Procesado en su país por corrupción e intento de menoscabar los fundamentos del Estado de derecho israelí, Netanyahu ha desviado la atención de sus conciudadanos, anestesiados tanto por la propaganda basada en el miedo y el desprecio racista, como por la indignación ante los asesinatos de sus hermanos por Hamás: están sumergidos en una densa estela de odio y terror sin parangón en la historia reciente de este pueblo. Así ha conseguido confinar emocionalmente a su pueblo en una ideología mortífera de guerra permanente, frenando el legado de las grandes voces que han gobernado este país hasta los años 2010. Ahora, los laboristas israelíes observan con consternación estos derroteros de la opinión pública y temen perder lo poco que les queda de credibilidad; el importante periódico Haaretz, que a menudo demuestra objetividad en sus artículos sobre Gaza, trata de resistir a tales condicionamientos, pero la demagogia reinante asfixia todo a su paso y ahoga el testimonio de los activistas israelíes pro-derechos humanos. El minoritario partido comunista israelí-palestino sufre un hostigamiento sistemático y los millones de palestinos de Israel se esconden por miedo a ser sospechosos de traición.
De esta nación de tradiciones democráticas cabría esperar una ciudadanía capaz de rebelarse contra las manipulaciones asesinas de sus dirigentes. Y, de nuevo, la pregunta inicial: ¿el silencio de la opinión pública israelí tiene el significado de aceptar la barbarie?, y si es así, ¿el Estado democrático, que había sido una referencia mundial en medio de los poderes dictatoriales de Oriente Próximo, ha muerto? Si es cierto que esta pasividad no hace desvanecer la deuda histórica que la humanidad tiene con las víctimas del Holocausto nazi, no lo es menos que está debilitando en la opinión pública mundial la tolerancia hacia Israel, que lleva décadas violando la legalidad internacional.

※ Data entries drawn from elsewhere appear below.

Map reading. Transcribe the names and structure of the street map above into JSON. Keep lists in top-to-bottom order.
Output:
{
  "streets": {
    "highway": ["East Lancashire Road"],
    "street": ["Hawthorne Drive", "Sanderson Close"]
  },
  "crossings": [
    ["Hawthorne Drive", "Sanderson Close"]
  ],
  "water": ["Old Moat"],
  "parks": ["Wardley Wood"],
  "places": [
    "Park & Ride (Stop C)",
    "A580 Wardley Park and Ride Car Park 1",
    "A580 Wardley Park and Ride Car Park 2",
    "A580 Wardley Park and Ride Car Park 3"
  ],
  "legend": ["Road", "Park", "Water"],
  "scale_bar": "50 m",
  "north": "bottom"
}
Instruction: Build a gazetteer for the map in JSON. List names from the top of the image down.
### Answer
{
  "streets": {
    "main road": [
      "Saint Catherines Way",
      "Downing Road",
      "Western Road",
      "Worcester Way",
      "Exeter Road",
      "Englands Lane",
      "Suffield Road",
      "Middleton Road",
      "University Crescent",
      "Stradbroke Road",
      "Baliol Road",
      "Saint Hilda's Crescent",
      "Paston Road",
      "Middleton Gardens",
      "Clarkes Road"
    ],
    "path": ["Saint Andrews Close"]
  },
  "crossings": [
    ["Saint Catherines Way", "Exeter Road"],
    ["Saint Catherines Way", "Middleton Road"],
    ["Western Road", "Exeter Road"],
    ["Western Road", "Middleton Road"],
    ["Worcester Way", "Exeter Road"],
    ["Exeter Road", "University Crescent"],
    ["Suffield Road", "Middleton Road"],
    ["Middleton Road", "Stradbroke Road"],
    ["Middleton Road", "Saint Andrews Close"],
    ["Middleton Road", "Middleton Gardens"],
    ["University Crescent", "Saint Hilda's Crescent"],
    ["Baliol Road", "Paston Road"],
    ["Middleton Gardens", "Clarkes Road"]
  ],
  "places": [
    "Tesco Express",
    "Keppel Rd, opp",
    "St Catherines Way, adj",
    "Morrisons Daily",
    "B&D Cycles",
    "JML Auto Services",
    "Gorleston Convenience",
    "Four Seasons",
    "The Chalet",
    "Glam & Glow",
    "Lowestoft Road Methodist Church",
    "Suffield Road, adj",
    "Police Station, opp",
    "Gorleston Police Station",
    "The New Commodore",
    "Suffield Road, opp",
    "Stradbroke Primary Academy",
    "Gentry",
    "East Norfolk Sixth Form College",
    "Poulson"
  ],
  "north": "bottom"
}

Con todo, el Gobierno de Netanyahu ha colocado a Israel al margen de los Estados civilizados, le ha sustraído su legitimidad moral. Frente a la brutal fuerza militar, los civiles palestinos solo pueden responder con sus cuerpos desnudos y hambrientos. El manto emocionalmente enriquecido que ahora cubre a la opinión pública mayoritaria israelí no hará olvidar el estertor de las bombas lanzadas impunemente sobre los inocentes de Gaza. La Unión Europea debe suspender los acuerdos de asociación con el Estado israelí, y orientar toda la ayuda hacia los palestinos. Debe, de una vez, apostar por los esfuerzos de todos los gobiernos europeos que reconocen al Estado palestino antes de que sea demasiado tarde: es la única solución realista y justa junto al Estado israelí.